*** INFORMATION PROVIDED ***
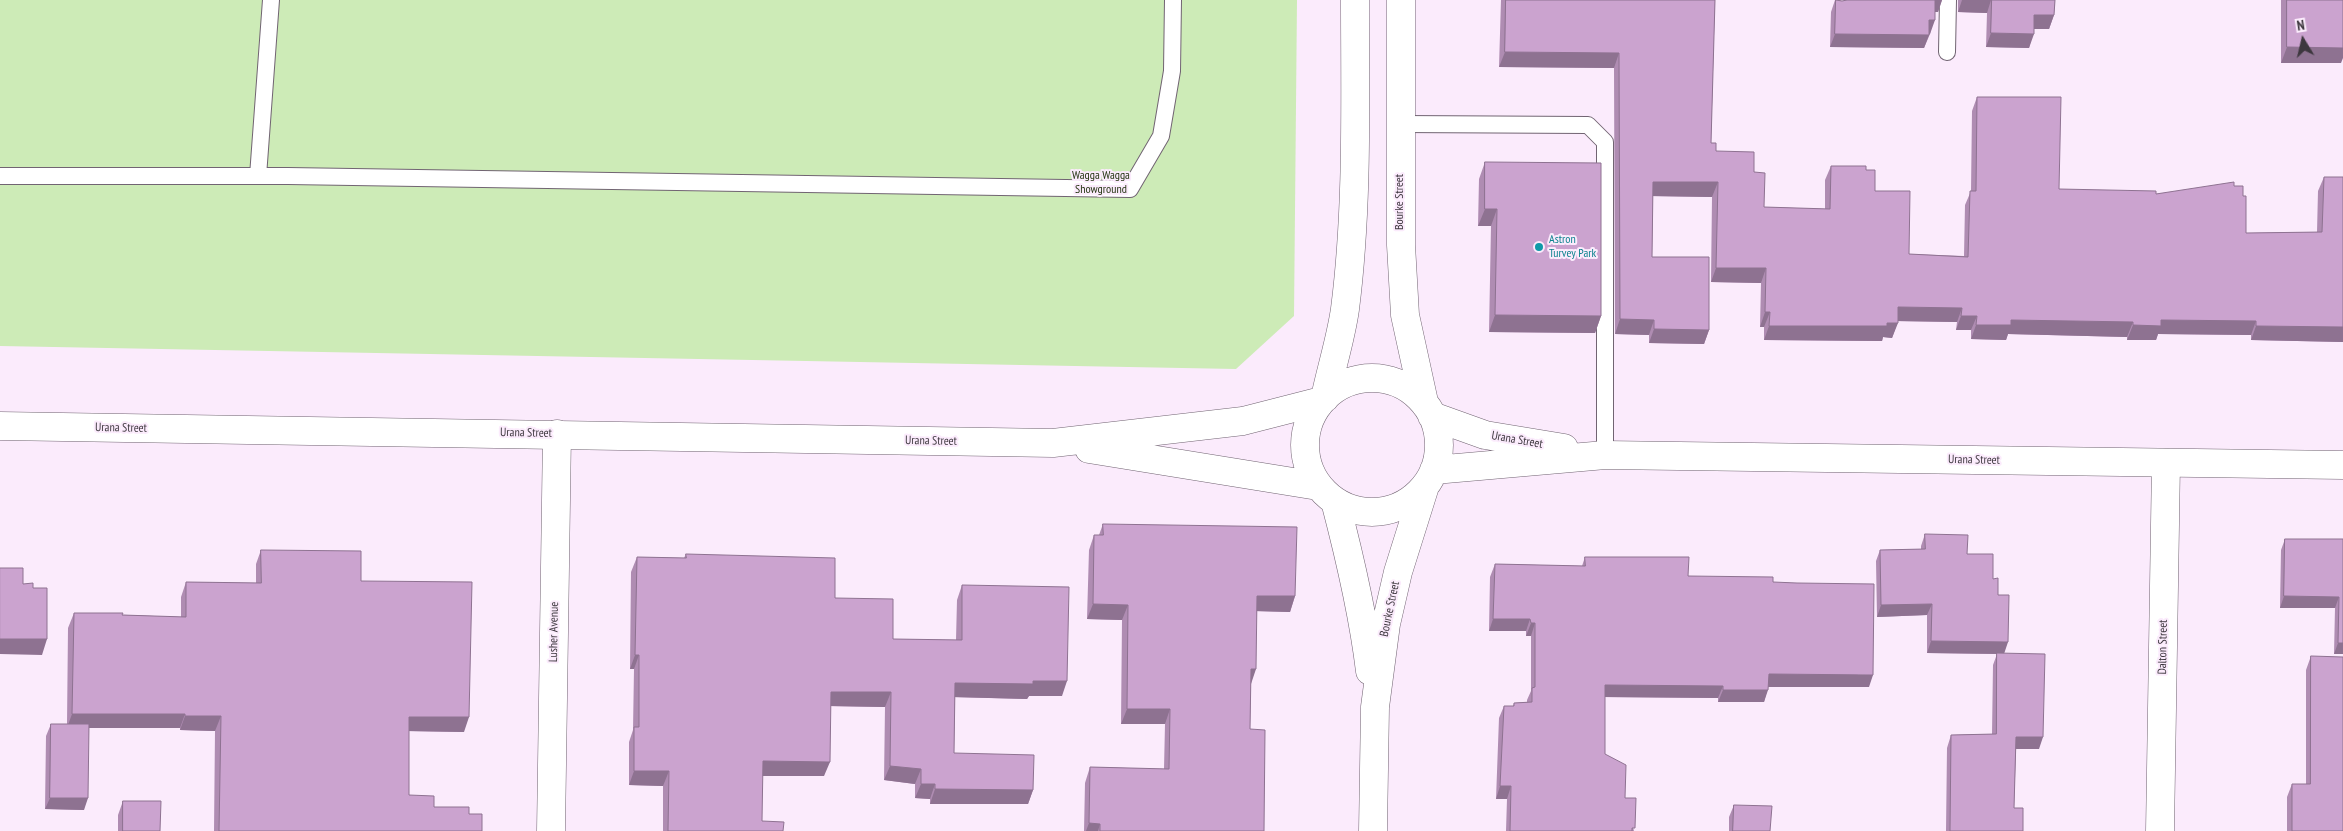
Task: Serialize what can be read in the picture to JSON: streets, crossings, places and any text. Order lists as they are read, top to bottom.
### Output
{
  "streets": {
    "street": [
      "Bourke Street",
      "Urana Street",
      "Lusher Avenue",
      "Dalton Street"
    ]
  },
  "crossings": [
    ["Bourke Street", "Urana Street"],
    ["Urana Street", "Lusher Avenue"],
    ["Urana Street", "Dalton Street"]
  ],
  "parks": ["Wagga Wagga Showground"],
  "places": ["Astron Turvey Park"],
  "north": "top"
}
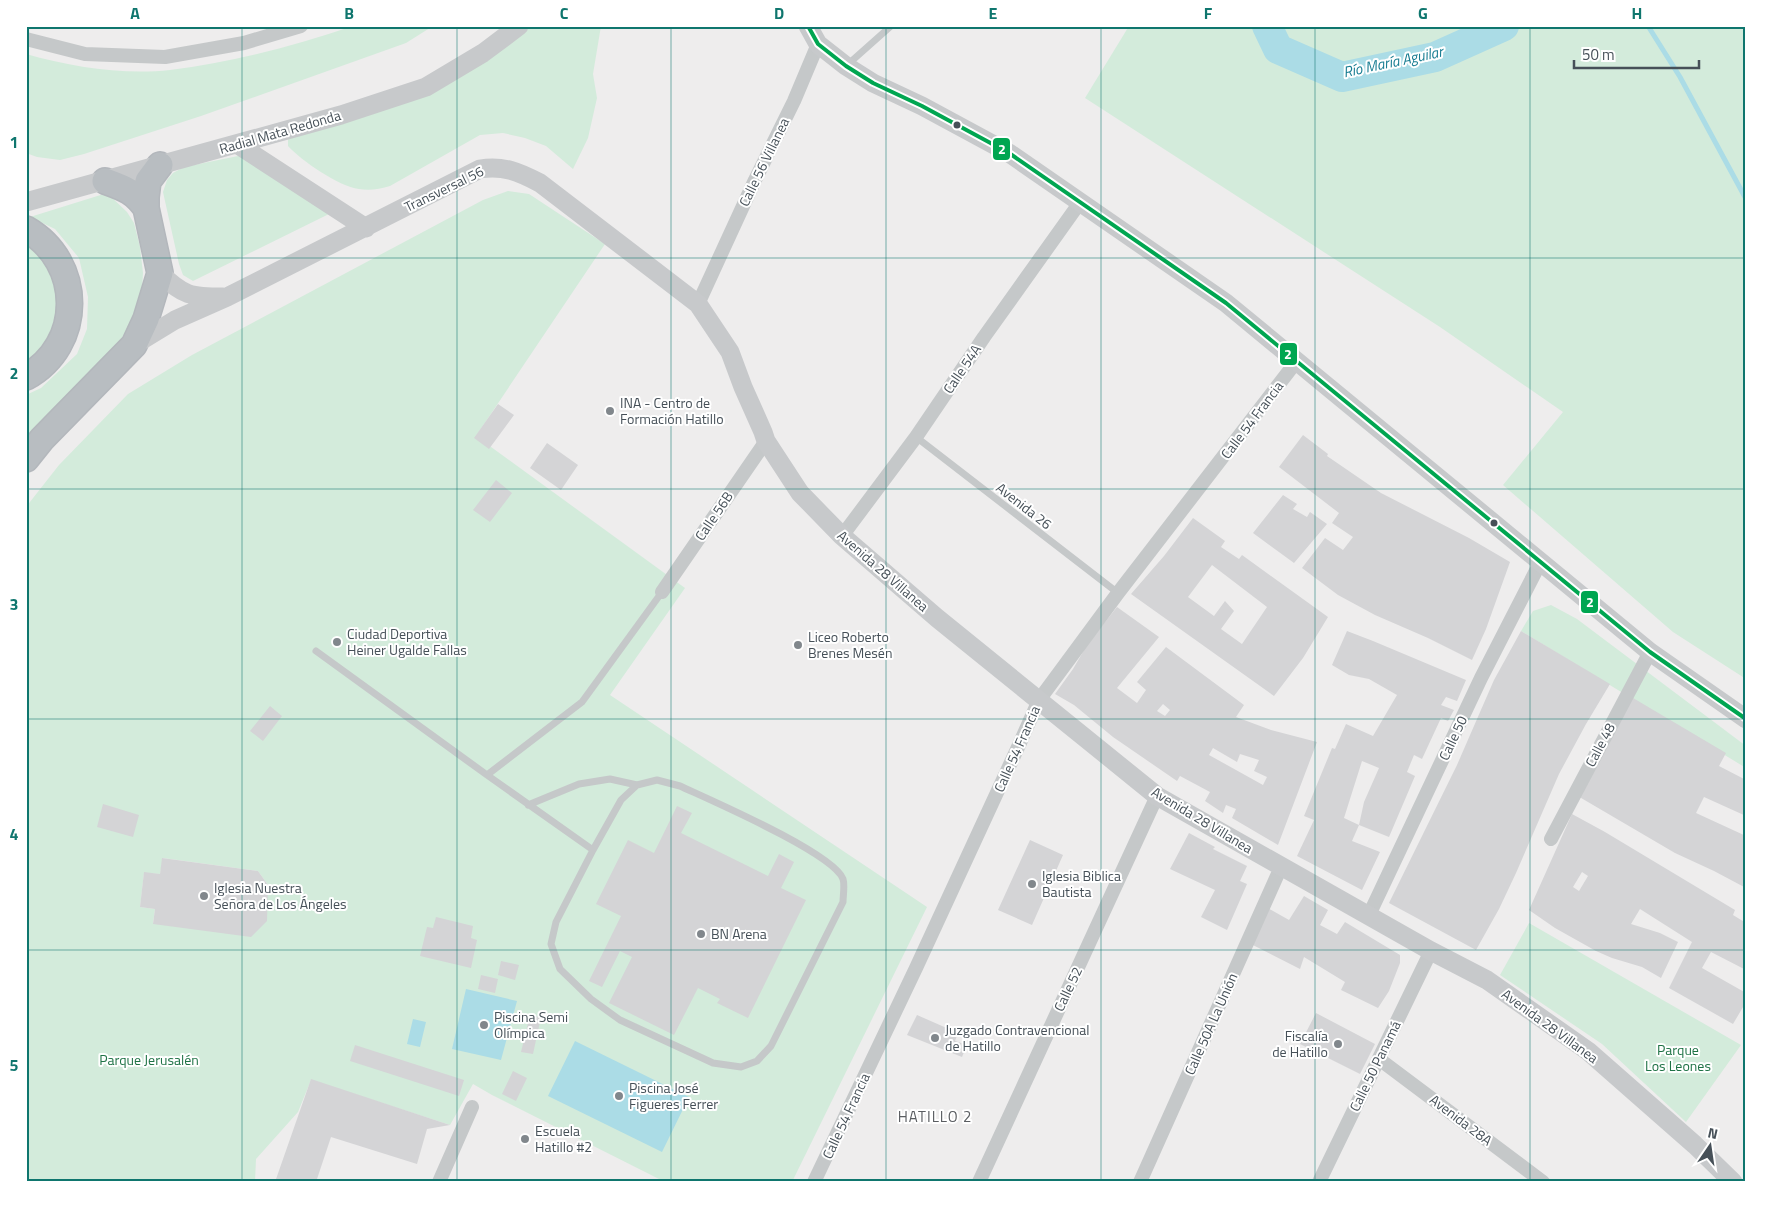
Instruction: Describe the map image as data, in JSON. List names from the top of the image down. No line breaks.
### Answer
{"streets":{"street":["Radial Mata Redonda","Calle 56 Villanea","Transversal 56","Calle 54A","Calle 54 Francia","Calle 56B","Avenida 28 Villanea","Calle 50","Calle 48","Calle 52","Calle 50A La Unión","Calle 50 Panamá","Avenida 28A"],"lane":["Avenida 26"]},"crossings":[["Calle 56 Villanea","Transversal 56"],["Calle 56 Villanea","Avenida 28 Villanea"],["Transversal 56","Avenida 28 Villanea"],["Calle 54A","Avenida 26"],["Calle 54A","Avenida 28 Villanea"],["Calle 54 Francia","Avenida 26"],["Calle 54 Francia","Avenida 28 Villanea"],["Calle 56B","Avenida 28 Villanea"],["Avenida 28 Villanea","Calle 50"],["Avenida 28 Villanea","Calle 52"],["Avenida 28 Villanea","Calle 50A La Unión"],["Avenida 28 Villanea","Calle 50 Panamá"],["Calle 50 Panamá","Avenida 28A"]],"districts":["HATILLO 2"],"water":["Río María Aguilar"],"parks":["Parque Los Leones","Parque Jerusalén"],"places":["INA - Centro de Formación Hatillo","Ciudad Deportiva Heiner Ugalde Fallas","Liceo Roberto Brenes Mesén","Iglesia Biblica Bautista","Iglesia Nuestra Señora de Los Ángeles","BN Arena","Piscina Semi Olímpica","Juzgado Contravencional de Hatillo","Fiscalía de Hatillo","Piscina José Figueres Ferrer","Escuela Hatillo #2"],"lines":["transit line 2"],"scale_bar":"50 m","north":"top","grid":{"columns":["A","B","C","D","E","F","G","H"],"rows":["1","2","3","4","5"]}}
*** End of INFORMATION PROVIDED ***
*** INFORMATION PROVIDED ***
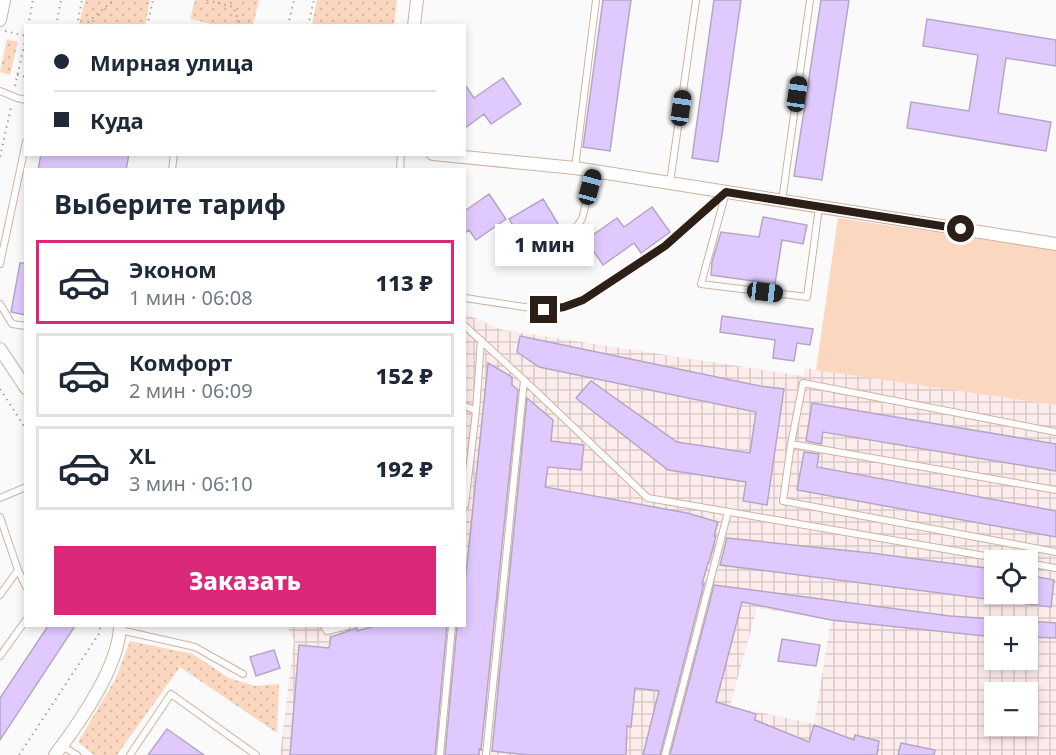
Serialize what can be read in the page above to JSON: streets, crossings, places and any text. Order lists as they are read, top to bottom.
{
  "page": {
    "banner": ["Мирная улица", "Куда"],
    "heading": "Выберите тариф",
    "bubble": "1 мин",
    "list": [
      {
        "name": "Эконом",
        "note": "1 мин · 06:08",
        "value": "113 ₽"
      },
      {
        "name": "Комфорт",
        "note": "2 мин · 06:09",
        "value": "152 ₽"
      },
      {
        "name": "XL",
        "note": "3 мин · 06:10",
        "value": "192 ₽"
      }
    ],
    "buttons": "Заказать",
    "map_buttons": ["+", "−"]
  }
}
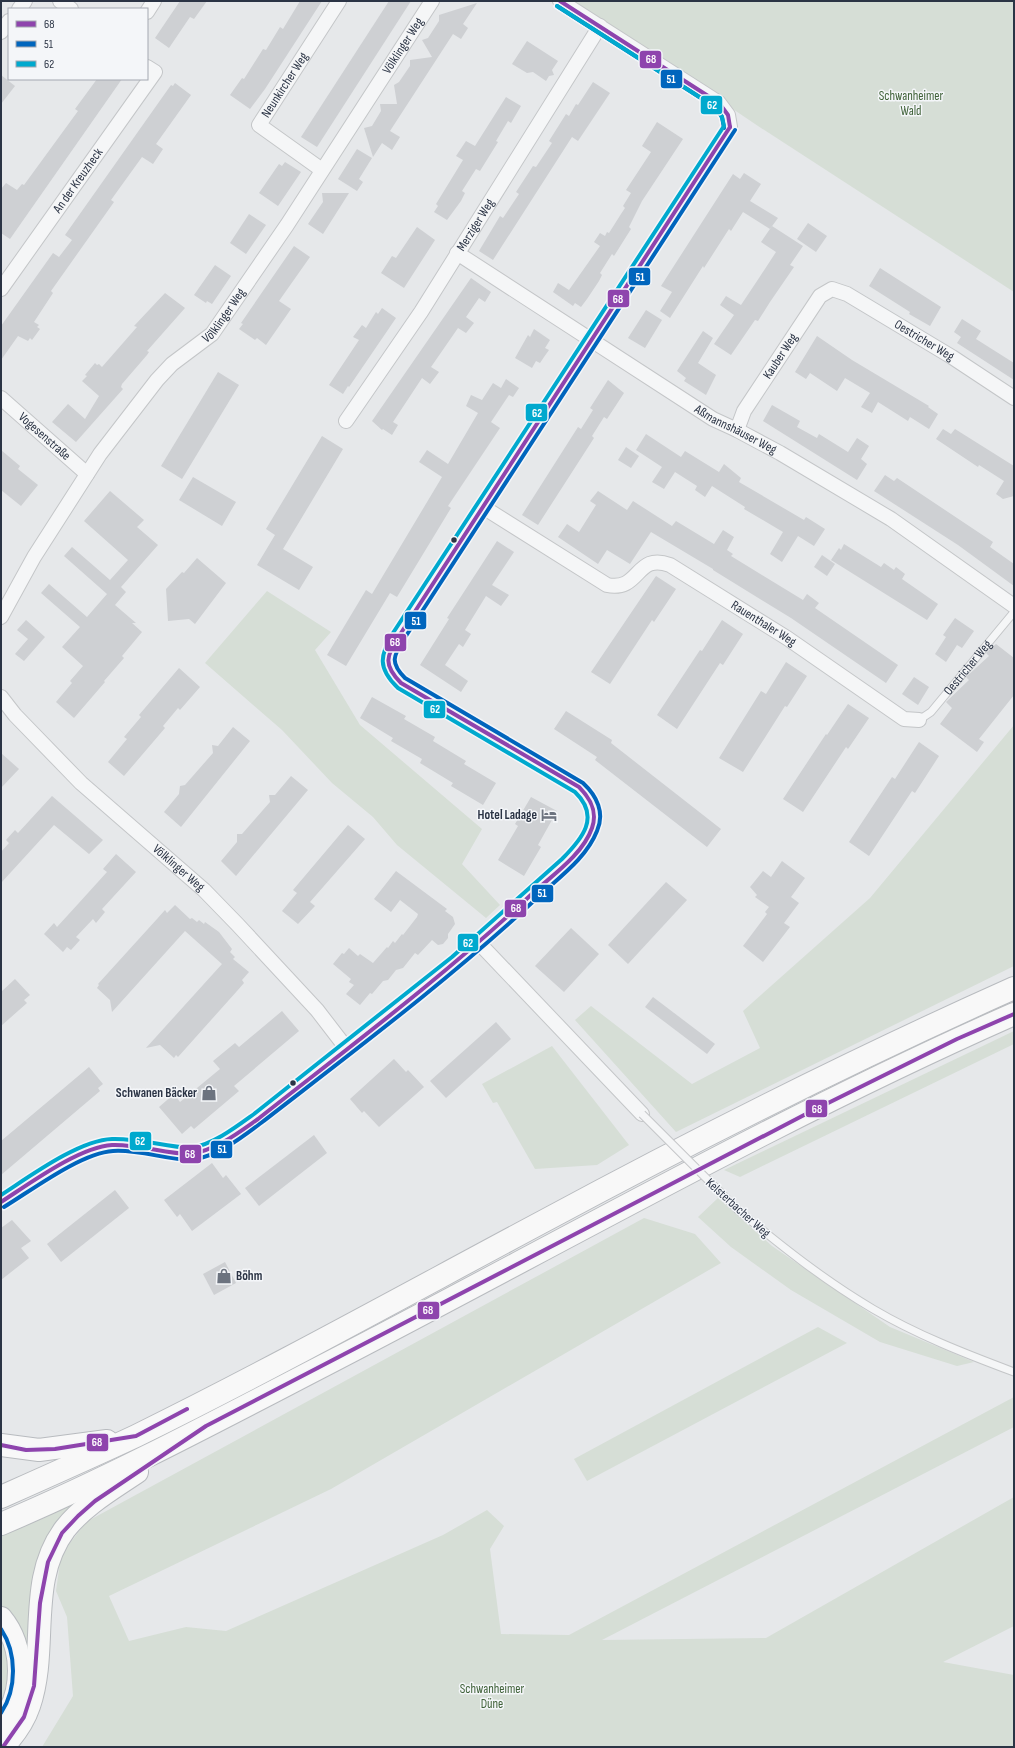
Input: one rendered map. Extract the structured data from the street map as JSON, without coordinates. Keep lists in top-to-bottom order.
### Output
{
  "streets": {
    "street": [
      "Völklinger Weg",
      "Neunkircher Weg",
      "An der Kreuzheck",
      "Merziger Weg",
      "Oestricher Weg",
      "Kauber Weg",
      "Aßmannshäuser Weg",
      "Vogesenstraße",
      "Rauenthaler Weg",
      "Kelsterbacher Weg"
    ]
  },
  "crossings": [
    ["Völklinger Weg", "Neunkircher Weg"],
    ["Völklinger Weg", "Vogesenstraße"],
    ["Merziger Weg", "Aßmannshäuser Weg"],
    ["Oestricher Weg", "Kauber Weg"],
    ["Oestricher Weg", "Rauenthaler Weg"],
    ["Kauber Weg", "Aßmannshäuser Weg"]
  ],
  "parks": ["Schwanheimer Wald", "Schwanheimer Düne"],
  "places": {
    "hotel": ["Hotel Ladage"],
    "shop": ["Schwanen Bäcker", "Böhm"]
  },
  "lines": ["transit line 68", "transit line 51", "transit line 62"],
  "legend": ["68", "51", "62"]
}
*** End of INFORMATION PROVIDED ***
### AIM OF THE EXERCISE
Above are some entries; copy exactly the lines from the line with "Serialize what can be read in the page" through the line with "Input: one rendered", both included, but none of the pictures.

### ANSWER SECTION
Serialize what can be read in the page above to JSON: streets, crossings, places and any text. Order lists as they are read, top to bottom.
{
  "page": {
    "banner": ["Мирная улица", "Куда"],
    "heading": "Выберите тариф",
    "bubble": "1 мин",
    "list": [
      {
        "name": "Эконом",
        "note": "1 мин · 06:08",
        "value": "113 ₽"
      },
      {
        "name": "Комфорт",
        "note": "2 мин · 06:09",
        "value": "152 ₽"
      },
      {
        "name": "XL",
        "note": "3 мин · 06:10",
        "value": "192 ₽"
      }
    ],
    "buttons": "Заказать",
    "map_buttons": ["+", "−"]
  }
}
Input: one rendered map. Extract the structured data from the street map as JSON, without coordinates. Keep lists in top-to-bottom order.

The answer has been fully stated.